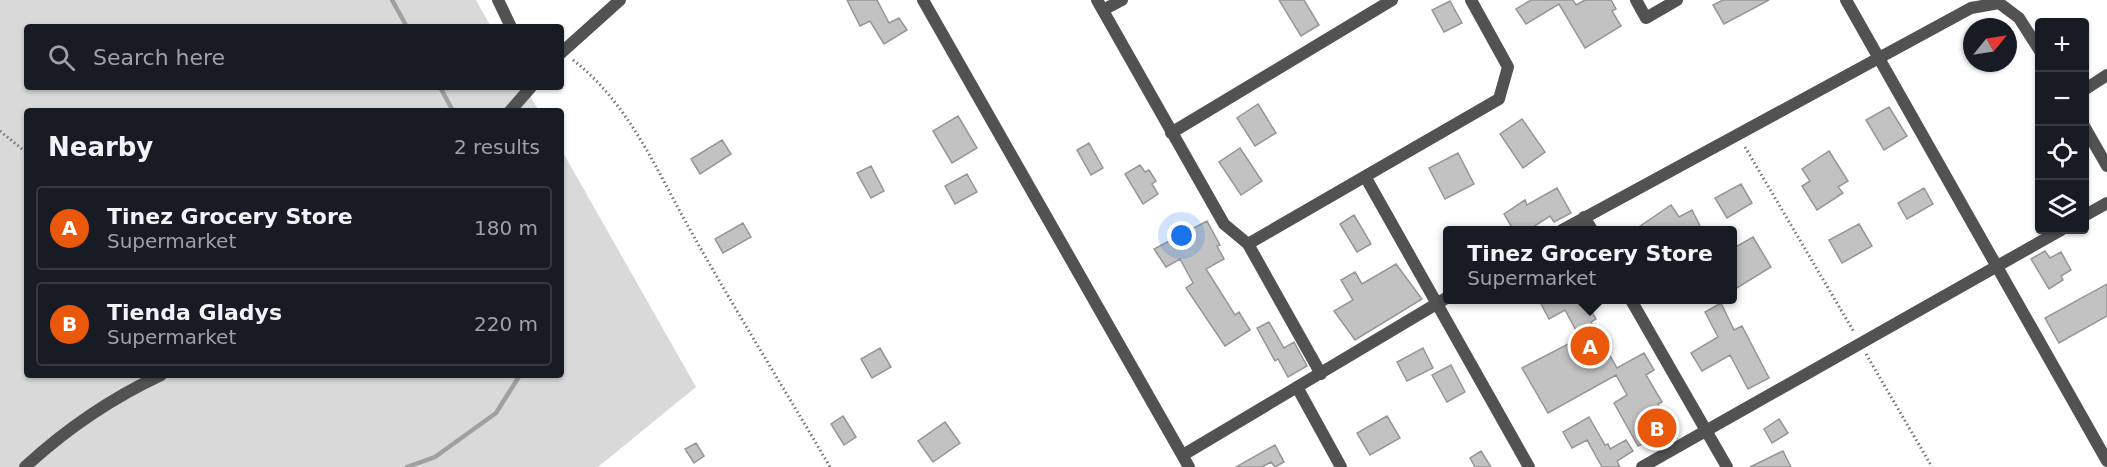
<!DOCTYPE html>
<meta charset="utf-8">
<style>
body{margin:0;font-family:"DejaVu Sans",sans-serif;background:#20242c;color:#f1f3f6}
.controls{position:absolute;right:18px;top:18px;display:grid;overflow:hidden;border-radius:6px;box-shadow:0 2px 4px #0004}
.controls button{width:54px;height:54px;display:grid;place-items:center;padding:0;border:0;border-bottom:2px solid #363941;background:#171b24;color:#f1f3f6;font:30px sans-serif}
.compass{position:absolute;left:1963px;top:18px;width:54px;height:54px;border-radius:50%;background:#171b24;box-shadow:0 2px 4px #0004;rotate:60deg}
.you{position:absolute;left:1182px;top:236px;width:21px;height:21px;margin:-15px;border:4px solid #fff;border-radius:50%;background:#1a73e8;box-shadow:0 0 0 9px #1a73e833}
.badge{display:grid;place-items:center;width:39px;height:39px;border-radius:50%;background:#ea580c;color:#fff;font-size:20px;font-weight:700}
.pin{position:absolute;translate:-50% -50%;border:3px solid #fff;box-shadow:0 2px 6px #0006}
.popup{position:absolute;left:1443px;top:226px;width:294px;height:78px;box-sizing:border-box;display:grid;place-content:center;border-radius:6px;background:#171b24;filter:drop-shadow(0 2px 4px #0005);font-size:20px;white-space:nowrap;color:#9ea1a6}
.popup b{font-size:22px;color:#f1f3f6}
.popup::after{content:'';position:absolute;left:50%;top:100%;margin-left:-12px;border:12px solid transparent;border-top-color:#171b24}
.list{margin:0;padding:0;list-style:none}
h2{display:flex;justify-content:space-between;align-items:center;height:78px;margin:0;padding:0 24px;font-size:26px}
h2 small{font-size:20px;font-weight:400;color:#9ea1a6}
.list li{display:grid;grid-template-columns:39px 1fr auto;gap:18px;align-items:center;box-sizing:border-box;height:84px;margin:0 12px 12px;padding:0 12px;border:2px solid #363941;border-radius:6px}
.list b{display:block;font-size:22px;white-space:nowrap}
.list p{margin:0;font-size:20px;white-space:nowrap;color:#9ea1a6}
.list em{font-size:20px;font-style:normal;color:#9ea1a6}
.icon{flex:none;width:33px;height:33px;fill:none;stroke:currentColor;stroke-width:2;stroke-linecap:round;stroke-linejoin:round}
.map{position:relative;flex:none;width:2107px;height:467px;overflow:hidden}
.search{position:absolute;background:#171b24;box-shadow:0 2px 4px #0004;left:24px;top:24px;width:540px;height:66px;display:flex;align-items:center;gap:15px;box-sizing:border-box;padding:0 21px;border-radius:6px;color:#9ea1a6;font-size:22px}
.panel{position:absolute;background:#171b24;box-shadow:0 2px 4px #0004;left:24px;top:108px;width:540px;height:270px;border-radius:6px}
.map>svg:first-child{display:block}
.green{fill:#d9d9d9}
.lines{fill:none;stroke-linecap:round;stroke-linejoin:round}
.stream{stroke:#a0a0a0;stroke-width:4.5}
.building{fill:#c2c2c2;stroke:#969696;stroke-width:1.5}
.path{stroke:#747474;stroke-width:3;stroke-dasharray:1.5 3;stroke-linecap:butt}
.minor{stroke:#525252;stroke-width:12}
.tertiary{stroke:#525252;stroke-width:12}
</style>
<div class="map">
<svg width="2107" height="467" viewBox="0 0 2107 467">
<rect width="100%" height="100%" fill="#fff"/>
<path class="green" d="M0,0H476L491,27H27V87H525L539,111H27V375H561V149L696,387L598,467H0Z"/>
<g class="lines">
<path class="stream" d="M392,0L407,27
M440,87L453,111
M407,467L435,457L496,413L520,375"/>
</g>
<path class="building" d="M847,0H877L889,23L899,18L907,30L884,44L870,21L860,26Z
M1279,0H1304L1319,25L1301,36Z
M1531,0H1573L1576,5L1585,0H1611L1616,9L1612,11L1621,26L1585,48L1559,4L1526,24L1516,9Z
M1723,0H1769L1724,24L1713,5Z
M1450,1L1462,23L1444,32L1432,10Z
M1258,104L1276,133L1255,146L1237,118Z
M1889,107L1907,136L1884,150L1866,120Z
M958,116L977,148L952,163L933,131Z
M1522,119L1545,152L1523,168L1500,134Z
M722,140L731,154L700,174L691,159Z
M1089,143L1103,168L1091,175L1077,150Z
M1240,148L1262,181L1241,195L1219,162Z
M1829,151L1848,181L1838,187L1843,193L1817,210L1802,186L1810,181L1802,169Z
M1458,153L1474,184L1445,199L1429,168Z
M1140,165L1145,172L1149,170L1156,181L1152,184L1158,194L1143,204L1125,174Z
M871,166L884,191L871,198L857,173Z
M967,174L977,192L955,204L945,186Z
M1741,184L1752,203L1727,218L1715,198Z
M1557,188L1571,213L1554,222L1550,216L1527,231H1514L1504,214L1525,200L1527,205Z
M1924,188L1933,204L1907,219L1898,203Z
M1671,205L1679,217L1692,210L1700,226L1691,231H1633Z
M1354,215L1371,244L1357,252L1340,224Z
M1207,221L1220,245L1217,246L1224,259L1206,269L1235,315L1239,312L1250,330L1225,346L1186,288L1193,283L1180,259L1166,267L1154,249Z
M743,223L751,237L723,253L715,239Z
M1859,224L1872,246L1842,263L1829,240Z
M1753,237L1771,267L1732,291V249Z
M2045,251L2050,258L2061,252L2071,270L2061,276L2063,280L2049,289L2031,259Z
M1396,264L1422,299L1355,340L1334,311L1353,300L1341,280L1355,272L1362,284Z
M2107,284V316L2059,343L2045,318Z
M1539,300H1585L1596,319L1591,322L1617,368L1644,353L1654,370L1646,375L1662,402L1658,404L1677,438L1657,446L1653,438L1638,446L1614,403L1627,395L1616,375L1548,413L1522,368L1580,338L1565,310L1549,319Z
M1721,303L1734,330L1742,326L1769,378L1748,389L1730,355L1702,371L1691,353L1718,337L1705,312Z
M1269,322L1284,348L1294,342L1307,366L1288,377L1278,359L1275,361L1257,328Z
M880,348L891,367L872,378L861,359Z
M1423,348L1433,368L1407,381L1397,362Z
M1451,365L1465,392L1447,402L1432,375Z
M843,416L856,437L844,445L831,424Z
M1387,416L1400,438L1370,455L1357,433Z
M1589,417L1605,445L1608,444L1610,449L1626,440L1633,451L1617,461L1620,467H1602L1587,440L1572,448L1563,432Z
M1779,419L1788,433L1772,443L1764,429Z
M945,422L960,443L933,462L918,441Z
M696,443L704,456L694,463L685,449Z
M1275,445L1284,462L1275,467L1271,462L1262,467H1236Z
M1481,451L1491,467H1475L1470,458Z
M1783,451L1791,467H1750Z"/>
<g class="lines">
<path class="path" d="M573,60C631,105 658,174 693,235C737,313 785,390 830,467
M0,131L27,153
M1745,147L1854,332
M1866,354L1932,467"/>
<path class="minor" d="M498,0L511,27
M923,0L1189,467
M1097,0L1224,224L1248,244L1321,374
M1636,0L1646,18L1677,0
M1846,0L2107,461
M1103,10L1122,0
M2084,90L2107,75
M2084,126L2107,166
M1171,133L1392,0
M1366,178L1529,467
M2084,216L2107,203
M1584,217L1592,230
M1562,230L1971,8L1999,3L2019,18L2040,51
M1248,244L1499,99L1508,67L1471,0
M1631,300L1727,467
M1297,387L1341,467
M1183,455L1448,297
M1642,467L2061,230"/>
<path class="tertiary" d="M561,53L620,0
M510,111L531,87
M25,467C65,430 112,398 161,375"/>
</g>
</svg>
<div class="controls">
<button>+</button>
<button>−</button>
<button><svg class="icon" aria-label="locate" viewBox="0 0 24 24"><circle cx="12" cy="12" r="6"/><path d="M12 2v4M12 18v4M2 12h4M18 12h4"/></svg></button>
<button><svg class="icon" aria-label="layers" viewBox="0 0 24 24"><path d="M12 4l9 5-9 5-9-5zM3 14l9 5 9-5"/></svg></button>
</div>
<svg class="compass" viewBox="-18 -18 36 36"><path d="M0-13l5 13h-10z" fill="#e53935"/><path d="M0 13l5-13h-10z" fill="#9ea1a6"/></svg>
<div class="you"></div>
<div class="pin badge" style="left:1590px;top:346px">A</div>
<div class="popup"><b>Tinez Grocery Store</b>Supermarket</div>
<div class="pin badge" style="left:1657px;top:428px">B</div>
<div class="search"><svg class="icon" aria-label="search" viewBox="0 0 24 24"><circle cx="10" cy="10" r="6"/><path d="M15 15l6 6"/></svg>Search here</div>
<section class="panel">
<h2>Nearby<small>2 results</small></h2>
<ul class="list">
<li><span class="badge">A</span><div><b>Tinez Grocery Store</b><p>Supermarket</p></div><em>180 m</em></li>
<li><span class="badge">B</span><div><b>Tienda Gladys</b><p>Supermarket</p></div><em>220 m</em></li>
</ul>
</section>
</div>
★ ★ ★
YOUR ASSIGNMENT
Return each line from the data where the string "linejoin" can be found.

YOUR SOLUTION
.icon{flex:none;width:33px;height:33px;fill:none;stroke:currentColor;stroke-width:2;stroke-linecap:round;stroke-linejoin:round}
.lines{fill:none;stroke-linecap:round;stroke-linejoin:round}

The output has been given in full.